Postmortem: ## Customer Impact
Between December 9, 2025, at 4:00 PM UTC and December 10, 2025, at 7:00 AM UTC, customers in the US region experienced intermittent failures and delays when using the Document Understanding service, specifically affecting document extraction and training workloads.
Scope:
The impact was limited to the US region. Customers may have observed increased error rates or delays when processing documents, particularly during peak usage periods. Other regions and services were not affected.
Root Cause
The incident was triggered by a regional capacity constraint in our cloud provider's GPU infrastructure US region. Although quota for GPU resources was sufficient, the cloud provider was unable to allocate new GPU nodes due to high demand and limited physical availability in the region.

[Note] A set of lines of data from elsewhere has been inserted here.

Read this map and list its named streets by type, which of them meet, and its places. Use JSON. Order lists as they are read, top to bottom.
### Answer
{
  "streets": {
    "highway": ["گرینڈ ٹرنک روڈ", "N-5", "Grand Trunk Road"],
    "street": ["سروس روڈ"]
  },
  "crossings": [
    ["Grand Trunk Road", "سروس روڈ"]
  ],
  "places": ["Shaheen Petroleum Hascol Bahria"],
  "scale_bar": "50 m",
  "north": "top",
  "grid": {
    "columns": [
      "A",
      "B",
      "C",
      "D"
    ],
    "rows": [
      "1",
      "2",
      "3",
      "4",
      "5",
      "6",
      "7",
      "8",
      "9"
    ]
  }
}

As customer traffic increased, clusters attempted to scale up, but new nodes could not be provisioned. This resulted in resource contention between extraction and training workloads.

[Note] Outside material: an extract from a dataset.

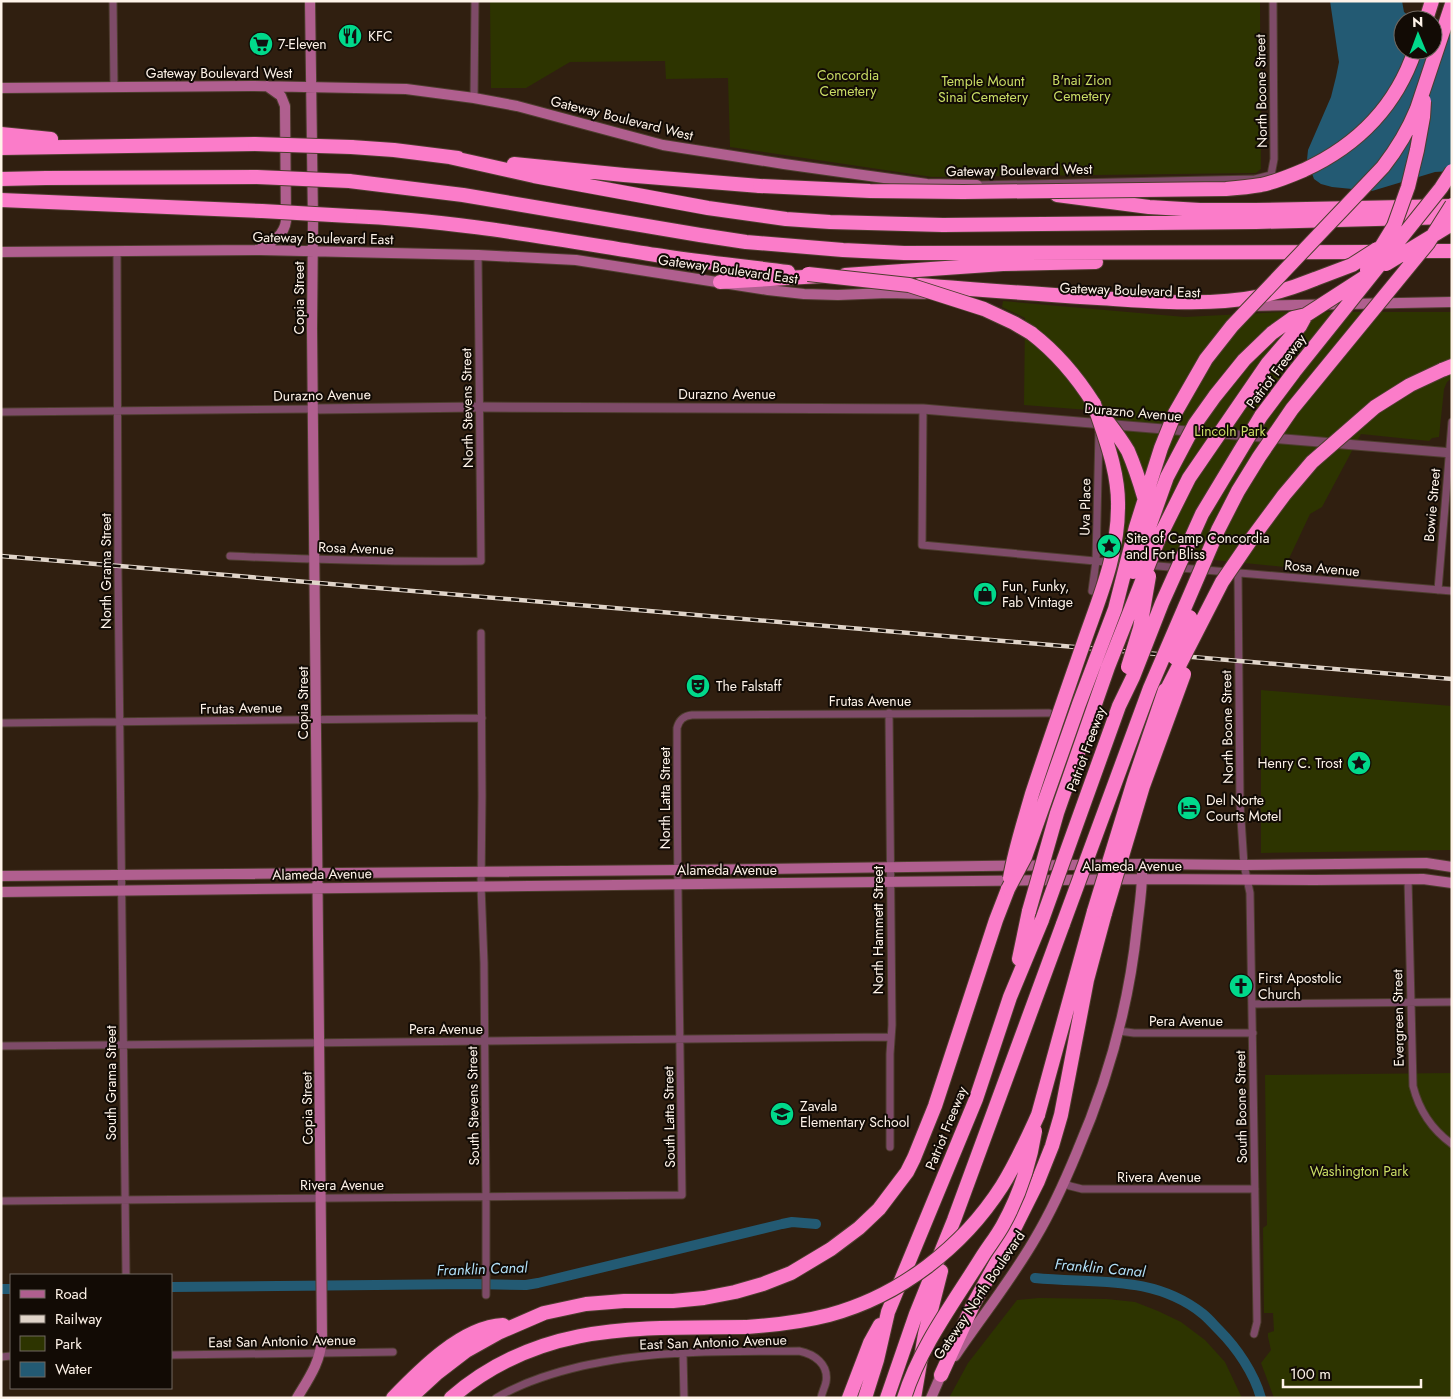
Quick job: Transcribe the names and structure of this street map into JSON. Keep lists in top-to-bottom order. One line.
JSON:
{"streets":{"highway":["Patriot Freeway"],"main road":["Gateway Boulevard West","Gateway Boulevard East","Copia Street","Alameda Avenue","Gateway North Boulevard"],"street":["North Boone Street","Durazno Avenue","North Stevens Street","Bowie Street","Uva Place","Rosa Avenue","North Grama Street","Frutas Avenue","North Latta Street","North Hammett Street","Evergreen Street","Pera Avenue","South Grama Street","South Stevens Street","South Boone Street","South Latta Street","Rivera Avenue","East San Antonio Avenue"]},"crossings":[["Gateway Boulevard West","North Boone Street"],["Gateway Boulevard West","Copia Street"],["North Boone Street","Rosa Avenue"],["North Boone Street","Alameda Avenue"],["North Boone Street","South Boone Street"],["Gateway Boulevard East","Copia Street"],["Gateway Boulevard East","North Stevens Street"],["Gateway Boulevard East","North Grama Street"],["Copia Street","Durazno Avenue"],["Copia Street","Rosa Avenue"],["Copia Street","Frutas Avenue"],["Copia Street","Alameda Avenue"],["Copia Street","Pera Avenue"],["Copia Street","Rivera Avenue"],["Copia Street","East San Antonio Avenue"],["Durazno Avenue","North Stevens Street"],["Durazno Avenue","Bowie Street"],["Durazno Avenue","Uva Place"],["Durazno Avenue","Rosa Avenue"],["Durazno Avenue","North Grama Street"],["North Stevens Street","Rosa Avenue"],["Bowie Street","Rosa Avenue"],["Uva Place","Rosa Avenue"],["North Grama Street","Frutas Avenue"],["North Grama Street","Alameda Avenue"],["North Grama Street","South Grama Street"],["Frutas Avenue","North Latta Street"],["Frutas Avenue","North Hammett Street"],["North Latta Street","Alameda Avenue"],["North Latta Street","Pera Avenue"],["North Latta Street","South Latta Street"],["Alameda Avenue","North Hammett Street"],["Alameda Avenue","Evergreen Street"],["Alameda Avenue","South Grama Street"],["Alameda Avenue","South Stevens Street"],["Alameda Avenue","South Boone Street"],["Alameda Avenue","Gateway North Boulevard"],["North Hammett Street","Pera Avenue"],["Pera Avenue","South Grama Street"],["Pera Avenue","South Stevens Street"],["Pera Avenue","South Boone Street"],["Pera Avenue","South Latta Street"],["Pera Avenue","Gateway North Boulevard"],["South Grama Street","Rivera Avenue"],["South Stevens Street","Rivera Avenue"],["South Boone Street","Rivera Avenue"],["South Latta Street","Rivera Avenue"],["Rivera Avenue","Gateway North Boulevard"]],"water":["Franklin Canal"],"parks":["Concordia Cemetery","B'nai Zion Cemetery","Temple Mount Sinai Cemetery","Lincoln Park","Washington Park"],"places":{"restaurant":["KFC"],"supermarket":["7-Eleven"],"place":["Site of Camp Concordia and Fort Bliss","Henry C. Trost"],"shop":["Fun, Funky, Fab Vintage"],"theatre":["The Falstaff"],"hotel":["Del Norte Courts Motel"],"church":["First Apostolic Church"],"school or university":["Zavala Elementary School"]},"legend":["Road","Railway","Park","Water"],"scale_bar":"100 m","north":"top"}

- Extraction jobs — customer-facing and time-sensitive — began failing intermittently as GPU resources were exhausted.
- Training jobs stalled or were delayed.
Manual attempts to scale node pools or create new pools failed for the same reason. The cloud provider support confirmed that no additional GPU capacity was available and that alternative VM sizes were also constrained. Recovery was delayed because mitigation was only possible by reprioritizing workloads and waiting for GPU resources to free up.
Detection
The issue was first detected on December 9, 2025, at 16:00 UTC by automated monitoring systems reporting increased extraction error rates in the US region. Customer reports followed shortly after.
Initial investigation identified GPU allocation failures in node pools. Status page updates were posted proactively, and severity was escalated as impact was confirmed.
Response
Engineering teams analyzed cluster telemetry, node pool behavior, and platform logs. Multiple attempts to scale node pools or create new ones using alternative VM sizes failed due to our cloud provider's regional capacity issues.
To mitigate customer impact, the team took the following actions:
- Prioritized extraction workloads by scaling down or pausing training jobs, freeing GPU resources for extraction.
- Collaborated with the cloud provider support, who confirmed the capacity shortfall and initiated escalation.
- Monitored service health continuously until GPU resources became available naturally as regional demand fluctuated.
Service stability returned once extraction had sufficient GPU capacity, and training workloads were gradually reintroduced.
Follow-Up Actions
To prevent recurrence, the following improvements are underway:
- Capacity Planning:
Working with our cloud providers to secure additional reserved GPU capacity in the US region and evaluating alternative VM families.
- Workload Prioritization:
Updating autoscaling and scheduling logic so extraction workloads are always prioritized during contention.
- Monitoring & Alerting Enhancements:
Improved detection of early GPU allocation failures and automated workload reprioritization before customer impact.
- Runbook Improvements:
Updating incident response runbooks to streamline cloud provider communication and document successful mitigation steps.
- Cloud Provider Collaboration:
Strengthening engagement with our GPU infrastructure providers to gain better visibility into regional GPU availability and advocate for increased capacity.
We remain committed to delivering a reliable service and minimizing impact from underlying infrastructure constraints. Long-term improvements will continue to be communicated as they are implemented.